Janeway did as he asked. Chakotay knelt in front of her and gripped the edge of her cloak in both hands about ten inches from its lower hem. Then he ripped the fabric apart, tearing in as straight a line as possible to give him a wide strip of material. This he tore in half, and then, from the fraying edges, extracted several long lengths of coarse thread. Gesturing for Janeway to sit, he crouched in front of her and lifted her right foot, resting it against his thigh.
"I've never done this before," he admitted, beginning to bind the Captain's foot, "but I've seen it done many times. I watched my mother wrap my sister's feet when she was a week old, just as she had wrapped mine when I was a newborn. It's just a bonding ritual now, and of course the wraps are just for show, but presumably in the distant past this must have been what my people wore on their feet."
Janeway said nothing as he tied off the first 'shoe'. Chakotay placed her foot back on the floor before beginning on her left. Still the Captain said nothing, and he looked up to find her watching his face with an expression that he couldn't read. Chakotay smiled, and she dropped her gaze to where his hands were working on her foot. Tying off the second 'shoe', he let her go, and she stood up.
"How's that?"
"Good. Thank you." She turned to him. "I don't know that I'm going to be able to return the favour, Commander."
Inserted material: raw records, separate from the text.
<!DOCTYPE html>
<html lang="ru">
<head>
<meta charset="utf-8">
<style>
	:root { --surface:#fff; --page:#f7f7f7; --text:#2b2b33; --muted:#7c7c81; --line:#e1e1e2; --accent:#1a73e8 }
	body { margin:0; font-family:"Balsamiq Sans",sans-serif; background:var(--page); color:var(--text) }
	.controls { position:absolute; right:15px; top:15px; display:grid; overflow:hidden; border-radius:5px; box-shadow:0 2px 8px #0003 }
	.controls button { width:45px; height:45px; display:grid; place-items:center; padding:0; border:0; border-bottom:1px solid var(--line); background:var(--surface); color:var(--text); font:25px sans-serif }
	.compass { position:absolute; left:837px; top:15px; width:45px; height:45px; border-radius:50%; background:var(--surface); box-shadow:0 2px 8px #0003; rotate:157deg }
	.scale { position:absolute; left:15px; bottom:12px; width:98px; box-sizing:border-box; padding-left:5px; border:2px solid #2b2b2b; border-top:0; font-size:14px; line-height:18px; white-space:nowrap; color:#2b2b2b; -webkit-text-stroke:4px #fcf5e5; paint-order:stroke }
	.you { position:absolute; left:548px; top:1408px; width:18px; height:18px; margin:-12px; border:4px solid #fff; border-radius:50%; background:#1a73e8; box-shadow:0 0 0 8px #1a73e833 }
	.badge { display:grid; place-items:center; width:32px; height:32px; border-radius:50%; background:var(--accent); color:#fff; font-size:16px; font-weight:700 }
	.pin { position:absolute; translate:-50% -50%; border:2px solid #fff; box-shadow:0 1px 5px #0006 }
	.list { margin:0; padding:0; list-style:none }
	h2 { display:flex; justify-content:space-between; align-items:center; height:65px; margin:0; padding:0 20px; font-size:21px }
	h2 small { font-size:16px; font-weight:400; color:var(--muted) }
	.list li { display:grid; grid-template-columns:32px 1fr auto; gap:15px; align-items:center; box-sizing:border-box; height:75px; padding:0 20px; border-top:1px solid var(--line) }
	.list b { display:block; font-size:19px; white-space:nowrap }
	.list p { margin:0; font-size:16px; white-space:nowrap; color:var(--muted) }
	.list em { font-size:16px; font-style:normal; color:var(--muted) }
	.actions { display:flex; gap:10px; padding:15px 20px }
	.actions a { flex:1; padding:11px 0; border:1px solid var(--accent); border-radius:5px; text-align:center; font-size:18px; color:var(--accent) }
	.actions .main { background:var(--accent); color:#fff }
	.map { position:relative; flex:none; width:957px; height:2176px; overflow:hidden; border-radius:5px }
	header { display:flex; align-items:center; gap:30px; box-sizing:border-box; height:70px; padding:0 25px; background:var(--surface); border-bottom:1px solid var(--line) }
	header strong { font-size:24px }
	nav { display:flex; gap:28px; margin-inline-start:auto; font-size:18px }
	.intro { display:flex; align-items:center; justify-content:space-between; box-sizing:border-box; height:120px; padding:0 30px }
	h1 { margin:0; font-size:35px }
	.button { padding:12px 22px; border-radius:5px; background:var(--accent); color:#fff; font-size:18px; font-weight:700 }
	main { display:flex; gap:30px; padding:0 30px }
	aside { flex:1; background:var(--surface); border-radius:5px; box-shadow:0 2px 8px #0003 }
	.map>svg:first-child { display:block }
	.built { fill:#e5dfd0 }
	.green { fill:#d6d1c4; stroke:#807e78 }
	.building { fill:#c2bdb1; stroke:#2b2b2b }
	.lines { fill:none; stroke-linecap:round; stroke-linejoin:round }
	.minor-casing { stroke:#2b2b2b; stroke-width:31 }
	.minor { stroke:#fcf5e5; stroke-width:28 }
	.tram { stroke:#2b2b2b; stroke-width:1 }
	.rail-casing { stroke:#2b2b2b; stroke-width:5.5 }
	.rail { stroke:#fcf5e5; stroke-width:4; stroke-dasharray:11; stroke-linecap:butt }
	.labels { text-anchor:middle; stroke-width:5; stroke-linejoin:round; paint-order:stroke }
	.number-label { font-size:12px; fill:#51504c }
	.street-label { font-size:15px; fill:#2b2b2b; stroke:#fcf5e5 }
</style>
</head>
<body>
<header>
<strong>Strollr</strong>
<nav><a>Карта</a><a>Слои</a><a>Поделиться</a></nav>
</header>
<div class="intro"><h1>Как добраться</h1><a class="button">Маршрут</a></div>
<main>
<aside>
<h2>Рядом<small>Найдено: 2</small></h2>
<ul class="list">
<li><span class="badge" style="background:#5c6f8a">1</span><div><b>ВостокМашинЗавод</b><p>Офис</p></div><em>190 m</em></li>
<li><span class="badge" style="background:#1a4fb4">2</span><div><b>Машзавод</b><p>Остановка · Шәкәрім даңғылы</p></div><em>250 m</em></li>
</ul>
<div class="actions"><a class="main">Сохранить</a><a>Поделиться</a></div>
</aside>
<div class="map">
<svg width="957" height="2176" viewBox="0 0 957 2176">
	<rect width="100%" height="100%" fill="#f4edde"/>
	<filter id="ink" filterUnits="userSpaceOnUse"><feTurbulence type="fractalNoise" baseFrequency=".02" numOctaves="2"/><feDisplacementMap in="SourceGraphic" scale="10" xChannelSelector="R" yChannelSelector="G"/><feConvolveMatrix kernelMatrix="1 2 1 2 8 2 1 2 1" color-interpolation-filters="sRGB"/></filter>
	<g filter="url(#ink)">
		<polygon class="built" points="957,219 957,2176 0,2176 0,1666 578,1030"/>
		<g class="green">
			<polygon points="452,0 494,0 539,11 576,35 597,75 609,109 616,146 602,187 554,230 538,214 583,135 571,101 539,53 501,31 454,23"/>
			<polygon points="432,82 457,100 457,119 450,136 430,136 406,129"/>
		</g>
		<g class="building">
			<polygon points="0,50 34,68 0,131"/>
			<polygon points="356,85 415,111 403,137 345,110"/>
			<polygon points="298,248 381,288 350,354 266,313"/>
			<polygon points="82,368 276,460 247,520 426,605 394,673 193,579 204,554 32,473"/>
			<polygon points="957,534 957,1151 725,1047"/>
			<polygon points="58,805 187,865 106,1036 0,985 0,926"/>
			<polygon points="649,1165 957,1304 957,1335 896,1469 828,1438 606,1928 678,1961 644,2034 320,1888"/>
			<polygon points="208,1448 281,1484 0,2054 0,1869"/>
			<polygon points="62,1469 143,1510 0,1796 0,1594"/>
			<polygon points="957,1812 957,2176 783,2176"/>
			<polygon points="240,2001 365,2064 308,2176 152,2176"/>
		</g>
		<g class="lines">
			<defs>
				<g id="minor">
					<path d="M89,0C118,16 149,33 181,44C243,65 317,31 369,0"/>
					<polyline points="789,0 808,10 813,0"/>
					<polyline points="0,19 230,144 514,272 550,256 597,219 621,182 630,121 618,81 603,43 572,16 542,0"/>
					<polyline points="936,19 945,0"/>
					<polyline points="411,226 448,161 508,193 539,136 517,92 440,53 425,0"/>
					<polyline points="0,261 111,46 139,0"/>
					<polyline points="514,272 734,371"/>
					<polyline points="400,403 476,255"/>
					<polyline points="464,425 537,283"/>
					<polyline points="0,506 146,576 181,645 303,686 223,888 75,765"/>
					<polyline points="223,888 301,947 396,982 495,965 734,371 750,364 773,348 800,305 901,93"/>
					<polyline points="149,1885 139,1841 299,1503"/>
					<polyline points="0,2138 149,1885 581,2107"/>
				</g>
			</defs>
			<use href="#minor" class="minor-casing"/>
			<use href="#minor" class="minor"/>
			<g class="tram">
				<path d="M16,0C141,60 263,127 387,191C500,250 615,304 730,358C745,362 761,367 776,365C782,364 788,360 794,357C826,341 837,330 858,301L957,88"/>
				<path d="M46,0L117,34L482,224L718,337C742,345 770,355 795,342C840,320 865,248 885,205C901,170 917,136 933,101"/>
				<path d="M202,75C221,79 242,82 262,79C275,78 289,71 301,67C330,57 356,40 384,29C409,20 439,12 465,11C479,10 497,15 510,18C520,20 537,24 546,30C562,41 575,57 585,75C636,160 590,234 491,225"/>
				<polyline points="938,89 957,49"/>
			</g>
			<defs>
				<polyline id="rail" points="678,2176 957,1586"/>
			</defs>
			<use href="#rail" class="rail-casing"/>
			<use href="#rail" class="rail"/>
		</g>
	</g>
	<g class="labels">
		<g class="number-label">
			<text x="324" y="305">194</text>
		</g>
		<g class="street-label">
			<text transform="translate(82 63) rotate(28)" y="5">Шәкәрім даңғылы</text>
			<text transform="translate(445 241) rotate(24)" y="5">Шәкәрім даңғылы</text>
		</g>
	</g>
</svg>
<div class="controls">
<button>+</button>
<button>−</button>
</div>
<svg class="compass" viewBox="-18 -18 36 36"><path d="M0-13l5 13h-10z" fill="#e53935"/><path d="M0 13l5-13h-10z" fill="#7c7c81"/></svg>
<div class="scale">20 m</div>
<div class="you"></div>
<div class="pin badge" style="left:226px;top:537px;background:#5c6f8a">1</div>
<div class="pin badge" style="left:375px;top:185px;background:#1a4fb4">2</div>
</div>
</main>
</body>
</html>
Chakotay was already ripping a strip from his own garment. "There's no need, I can manage." He had the sense that Kathryn was feeling awkward about something, and turned away to busy himself with binding his own feet in an attempt to give her some space.
"I'm going to put the locator beacon back where we found it," she said, a few minutes later as he was finishing up. "I think it'll be safest inside the flashlight."
"Probably the best place for it," he agreed, standing and testing out his new footwear. Not perfect, but it would do.
Janeway had her back to him. She sighed, reaching up one hand to squeeze a muscle in her neck. "Now I suppose all we can do is wait. I think we'd better turn the light off, Chakotay. We don't want it to run out of power."
"Agreed."
Kathryn turned toward him, the flashlight still on. They looked at each other, and Chakotay was aware of some slight charge in her eyes, as if for a moment he could still feel that racing beat of her heart against his chest, despite the fact that they were standing as far apart as they could in that tiny space.
Then she flicked off the light, and was drowned in darkness.